*RECORDS FOR THIS TASK*
BEGIN

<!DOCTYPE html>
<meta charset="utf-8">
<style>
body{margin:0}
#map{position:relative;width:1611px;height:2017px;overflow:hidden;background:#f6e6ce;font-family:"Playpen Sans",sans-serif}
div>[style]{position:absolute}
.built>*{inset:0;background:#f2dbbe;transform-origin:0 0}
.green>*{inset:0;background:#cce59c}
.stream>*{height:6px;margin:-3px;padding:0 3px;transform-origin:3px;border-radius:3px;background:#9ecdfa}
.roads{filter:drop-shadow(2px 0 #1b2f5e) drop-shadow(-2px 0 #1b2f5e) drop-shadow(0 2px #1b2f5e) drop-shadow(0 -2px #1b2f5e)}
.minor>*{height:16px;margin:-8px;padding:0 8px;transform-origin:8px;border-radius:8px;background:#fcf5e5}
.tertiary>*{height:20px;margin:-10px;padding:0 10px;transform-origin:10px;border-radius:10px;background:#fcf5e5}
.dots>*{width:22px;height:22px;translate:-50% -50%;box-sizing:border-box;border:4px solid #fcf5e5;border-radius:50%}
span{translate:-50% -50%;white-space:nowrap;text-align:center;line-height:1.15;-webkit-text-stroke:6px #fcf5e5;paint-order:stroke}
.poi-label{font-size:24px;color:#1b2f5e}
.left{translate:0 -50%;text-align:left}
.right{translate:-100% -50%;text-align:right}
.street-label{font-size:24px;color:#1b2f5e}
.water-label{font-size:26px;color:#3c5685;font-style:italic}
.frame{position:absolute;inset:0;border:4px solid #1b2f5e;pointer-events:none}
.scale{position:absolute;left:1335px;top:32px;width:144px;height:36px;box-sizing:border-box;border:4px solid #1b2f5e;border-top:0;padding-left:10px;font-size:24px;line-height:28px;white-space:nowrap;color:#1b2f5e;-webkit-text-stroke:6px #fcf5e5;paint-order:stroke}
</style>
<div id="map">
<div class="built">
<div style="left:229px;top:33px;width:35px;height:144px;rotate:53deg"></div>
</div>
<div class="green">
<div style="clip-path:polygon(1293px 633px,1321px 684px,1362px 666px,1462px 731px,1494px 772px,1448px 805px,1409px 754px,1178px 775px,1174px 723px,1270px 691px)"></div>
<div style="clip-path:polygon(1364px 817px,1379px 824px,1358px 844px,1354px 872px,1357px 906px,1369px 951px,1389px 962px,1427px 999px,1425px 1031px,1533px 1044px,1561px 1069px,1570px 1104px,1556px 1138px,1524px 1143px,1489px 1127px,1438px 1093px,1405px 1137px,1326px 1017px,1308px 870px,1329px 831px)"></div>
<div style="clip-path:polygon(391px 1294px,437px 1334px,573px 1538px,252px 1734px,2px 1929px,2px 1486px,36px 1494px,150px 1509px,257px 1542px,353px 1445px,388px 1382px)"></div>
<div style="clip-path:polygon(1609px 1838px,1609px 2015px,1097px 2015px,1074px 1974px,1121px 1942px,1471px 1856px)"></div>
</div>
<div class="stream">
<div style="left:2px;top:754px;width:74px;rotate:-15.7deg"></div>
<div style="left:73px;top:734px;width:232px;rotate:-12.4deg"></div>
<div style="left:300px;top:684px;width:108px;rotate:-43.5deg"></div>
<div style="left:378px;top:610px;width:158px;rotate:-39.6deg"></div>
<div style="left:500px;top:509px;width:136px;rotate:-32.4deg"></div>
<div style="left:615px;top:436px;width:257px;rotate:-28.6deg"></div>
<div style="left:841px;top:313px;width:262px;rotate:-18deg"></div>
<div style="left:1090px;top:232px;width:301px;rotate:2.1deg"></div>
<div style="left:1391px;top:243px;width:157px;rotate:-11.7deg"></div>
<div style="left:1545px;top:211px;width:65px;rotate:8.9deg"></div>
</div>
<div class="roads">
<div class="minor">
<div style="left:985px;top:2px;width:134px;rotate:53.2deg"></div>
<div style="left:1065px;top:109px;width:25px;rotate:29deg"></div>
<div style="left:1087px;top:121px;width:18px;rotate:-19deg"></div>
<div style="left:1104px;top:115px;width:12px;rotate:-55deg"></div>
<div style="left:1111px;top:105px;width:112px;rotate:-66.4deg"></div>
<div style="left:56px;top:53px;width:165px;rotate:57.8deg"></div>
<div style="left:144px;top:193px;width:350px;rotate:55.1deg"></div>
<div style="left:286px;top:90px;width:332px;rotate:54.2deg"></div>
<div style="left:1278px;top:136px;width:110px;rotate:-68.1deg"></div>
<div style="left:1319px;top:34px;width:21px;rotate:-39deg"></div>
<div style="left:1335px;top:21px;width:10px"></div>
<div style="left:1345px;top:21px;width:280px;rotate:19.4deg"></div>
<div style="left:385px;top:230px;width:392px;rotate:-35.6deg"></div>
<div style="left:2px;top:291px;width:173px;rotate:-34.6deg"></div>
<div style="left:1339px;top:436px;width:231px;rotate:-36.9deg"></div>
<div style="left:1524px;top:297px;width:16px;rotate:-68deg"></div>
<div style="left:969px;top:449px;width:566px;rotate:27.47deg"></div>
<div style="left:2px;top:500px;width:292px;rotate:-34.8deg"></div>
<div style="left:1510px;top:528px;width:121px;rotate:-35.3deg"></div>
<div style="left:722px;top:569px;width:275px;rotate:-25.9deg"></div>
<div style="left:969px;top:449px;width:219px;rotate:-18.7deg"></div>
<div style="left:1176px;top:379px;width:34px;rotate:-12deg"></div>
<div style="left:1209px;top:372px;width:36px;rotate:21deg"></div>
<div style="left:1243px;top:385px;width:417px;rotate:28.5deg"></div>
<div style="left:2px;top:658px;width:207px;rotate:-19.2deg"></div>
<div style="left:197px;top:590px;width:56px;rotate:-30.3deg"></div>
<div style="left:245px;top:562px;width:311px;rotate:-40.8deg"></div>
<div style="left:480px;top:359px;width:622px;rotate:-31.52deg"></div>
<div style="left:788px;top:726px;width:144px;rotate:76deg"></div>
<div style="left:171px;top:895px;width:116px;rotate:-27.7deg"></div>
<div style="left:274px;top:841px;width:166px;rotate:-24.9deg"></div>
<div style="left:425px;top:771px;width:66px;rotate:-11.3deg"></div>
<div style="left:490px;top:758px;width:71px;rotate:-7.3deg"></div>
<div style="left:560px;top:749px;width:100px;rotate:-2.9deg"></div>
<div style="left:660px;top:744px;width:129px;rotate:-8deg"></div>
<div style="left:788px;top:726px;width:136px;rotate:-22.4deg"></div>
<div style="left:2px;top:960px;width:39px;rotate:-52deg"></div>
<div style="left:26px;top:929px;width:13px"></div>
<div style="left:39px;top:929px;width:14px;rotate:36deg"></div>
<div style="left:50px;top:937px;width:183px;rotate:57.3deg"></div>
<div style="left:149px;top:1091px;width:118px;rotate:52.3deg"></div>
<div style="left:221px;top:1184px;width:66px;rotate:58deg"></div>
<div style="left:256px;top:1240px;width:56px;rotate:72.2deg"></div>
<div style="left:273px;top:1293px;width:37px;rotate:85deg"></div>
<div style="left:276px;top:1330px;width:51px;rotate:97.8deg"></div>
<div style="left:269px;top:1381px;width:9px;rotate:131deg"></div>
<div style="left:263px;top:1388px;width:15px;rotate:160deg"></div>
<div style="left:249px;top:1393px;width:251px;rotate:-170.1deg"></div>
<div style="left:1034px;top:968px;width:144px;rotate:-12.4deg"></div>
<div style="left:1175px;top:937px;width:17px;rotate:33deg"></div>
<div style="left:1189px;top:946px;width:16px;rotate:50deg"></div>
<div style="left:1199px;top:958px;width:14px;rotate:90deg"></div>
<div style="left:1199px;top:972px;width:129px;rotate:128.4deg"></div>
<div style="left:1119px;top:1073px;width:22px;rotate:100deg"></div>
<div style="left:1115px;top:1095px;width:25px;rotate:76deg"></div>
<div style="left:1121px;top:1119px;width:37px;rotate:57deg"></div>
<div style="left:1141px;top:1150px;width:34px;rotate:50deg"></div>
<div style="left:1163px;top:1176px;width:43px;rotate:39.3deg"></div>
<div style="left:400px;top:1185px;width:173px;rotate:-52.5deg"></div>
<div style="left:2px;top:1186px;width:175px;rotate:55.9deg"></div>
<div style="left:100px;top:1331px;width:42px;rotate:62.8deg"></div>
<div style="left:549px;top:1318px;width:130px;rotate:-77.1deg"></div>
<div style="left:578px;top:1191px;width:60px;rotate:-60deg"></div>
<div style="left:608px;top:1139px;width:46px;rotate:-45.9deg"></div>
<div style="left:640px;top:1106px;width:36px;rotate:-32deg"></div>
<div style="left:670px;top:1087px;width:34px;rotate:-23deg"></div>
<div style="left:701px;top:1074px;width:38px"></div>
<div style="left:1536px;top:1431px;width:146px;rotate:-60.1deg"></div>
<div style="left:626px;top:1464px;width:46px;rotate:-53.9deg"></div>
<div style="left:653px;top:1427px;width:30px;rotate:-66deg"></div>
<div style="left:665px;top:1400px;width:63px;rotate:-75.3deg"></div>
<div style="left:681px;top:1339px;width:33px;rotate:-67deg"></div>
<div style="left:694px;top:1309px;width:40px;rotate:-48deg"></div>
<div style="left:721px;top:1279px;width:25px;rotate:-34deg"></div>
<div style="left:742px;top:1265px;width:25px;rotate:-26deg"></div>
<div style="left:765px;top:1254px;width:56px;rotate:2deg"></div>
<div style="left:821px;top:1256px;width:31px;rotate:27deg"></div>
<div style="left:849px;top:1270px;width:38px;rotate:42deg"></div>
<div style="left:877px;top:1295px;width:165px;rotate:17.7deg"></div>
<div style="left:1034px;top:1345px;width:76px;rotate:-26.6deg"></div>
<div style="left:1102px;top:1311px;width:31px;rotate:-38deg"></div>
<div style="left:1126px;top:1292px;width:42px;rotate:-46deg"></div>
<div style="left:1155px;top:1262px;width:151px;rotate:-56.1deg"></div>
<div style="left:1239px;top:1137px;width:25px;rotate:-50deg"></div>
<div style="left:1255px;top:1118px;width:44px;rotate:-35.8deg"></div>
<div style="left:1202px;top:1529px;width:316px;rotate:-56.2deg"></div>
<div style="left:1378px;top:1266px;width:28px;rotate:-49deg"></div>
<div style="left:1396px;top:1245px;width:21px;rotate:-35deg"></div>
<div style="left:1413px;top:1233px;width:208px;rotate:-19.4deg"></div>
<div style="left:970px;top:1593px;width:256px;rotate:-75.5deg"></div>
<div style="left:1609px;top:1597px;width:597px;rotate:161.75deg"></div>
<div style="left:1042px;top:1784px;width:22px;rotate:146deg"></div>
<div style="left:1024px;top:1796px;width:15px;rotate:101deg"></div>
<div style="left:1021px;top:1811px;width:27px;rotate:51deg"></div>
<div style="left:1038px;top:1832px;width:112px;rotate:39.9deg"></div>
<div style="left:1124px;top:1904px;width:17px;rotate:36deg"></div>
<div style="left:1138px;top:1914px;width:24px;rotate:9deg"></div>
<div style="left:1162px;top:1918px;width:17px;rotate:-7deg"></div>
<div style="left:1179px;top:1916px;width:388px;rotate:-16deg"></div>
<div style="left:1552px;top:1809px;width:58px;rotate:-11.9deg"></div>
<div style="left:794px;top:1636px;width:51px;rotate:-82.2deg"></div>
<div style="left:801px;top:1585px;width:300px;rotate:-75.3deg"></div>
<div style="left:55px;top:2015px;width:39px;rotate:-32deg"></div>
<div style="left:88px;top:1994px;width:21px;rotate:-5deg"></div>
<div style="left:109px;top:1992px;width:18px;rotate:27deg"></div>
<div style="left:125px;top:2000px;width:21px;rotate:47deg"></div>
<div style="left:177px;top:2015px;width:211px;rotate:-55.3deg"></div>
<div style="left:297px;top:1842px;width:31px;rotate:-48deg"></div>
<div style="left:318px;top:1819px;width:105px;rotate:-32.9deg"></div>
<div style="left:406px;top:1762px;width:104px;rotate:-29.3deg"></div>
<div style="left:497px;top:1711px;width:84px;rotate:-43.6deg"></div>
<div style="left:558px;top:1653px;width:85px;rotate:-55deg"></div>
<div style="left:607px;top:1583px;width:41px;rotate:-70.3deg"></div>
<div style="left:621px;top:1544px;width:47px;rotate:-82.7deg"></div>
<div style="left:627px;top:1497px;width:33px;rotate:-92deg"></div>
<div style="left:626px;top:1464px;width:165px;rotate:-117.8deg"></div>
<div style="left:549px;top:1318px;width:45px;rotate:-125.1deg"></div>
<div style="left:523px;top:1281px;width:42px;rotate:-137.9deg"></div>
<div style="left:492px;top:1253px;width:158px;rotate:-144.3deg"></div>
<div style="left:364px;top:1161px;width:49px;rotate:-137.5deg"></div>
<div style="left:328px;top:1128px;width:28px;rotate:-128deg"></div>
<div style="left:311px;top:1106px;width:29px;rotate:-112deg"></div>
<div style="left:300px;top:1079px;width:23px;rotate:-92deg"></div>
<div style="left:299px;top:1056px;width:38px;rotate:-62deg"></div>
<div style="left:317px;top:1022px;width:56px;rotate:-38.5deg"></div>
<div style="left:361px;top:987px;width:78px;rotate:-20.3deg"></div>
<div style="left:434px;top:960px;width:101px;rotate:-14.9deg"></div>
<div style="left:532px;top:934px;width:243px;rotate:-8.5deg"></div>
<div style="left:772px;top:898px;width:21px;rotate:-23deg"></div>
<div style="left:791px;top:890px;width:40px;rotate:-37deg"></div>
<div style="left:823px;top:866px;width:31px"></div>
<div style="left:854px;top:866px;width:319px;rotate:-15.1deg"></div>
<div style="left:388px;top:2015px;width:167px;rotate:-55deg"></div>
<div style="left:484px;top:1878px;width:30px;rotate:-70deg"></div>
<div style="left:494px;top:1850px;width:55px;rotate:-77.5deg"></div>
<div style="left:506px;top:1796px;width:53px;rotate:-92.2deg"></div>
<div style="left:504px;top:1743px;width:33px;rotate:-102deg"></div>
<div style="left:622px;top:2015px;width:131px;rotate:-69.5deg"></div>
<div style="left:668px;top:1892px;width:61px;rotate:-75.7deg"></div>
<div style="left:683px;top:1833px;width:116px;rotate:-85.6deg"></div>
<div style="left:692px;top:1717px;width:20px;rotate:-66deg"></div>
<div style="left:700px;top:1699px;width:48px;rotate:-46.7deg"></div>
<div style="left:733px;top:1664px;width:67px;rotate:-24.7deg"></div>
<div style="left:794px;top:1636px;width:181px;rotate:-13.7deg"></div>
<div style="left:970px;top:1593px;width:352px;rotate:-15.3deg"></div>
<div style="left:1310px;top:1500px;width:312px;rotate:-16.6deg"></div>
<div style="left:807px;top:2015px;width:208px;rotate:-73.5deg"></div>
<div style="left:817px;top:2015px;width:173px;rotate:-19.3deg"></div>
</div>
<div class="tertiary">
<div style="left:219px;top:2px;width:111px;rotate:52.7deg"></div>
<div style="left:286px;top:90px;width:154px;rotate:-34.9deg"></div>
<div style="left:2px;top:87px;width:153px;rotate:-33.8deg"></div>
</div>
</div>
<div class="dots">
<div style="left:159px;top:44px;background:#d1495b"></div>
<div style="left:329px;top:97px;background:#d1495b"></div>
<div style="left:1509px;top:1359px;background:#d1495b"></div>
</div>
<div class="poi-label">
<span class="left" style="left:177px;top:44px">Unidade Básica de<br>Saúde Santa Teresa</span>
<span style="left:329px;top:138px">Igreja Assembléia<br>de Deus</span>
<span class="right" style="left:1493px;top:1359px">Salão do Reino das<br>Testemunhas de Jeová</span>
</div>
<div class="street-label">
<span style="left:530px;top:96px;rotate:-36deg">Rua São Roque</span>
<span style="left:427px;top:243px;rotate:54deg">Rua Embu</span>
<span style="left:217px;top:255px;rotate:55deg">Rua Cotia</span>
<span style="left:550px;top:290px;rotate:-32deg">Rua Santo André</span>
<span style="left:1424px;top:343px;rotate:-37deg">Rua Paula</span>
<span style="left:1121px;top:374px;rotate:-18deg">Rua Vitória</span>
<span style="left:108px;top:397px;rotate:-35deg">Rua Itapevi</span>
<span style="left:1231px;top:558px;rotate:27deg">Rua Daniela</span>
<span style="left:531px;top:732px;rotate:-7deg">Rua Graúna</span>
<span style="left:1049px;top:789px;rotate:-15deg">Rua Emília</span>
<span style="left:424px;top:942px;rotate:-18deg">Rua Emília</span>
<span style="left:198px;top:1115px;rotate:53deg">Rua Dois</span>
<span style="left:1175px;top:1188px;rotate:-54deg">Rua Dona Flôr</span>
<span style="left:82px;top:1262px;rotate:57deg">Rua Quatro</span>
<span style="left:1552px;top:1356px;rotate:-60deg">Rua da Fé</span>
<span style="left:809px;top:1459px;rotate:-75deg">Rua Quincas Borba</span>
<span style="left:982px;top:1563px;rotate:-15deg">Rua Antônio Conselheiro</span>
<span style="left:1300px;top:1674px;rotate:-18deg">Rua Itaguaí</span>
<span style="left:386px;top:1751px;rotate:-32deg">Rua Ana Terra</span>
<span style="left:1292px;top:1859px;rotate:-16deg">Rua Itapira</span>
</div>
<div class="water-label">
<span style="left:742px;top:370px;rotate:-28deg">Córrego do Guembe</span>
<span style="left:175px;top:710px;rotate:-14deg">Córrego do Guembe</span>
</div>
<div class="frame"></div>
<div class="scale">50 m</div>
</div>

END

*REQUIRED WORK*
Give back the records word for word. Start at the first line, end at the line containing "0 #1b2f5e) drop-shadow(-2px", and include both.

*ANSWER FOR THIS EXERCISE*
<!DOCTYPE html>
<meta charset="utf-8">
<style>
body{margin:0}
#map{position:relative;width:1611px;height:2017px;overflow:hidden;background:#f6e6ce;font-family:"Playpen Sans",sans-serif}
div>[style]{position:absolute}
.built>*{inset:0;background:#f2dbbe;transform-origin:0 0}
.green>*{inset:0;background:#cce59c}
.stream>*{height:6px;margin:-3px;padding:0 3px;transform-origin:3px;border-radius:3px;background:#9ecdfa}
.roads{filter:drop-shadow(2px 0 #1b2f5e) drop-shadow(-2px 0 #1b2f5e) drop-shadow(0 2px #1b2f5e) drop-shadow(0 -2px #1b2f5e)}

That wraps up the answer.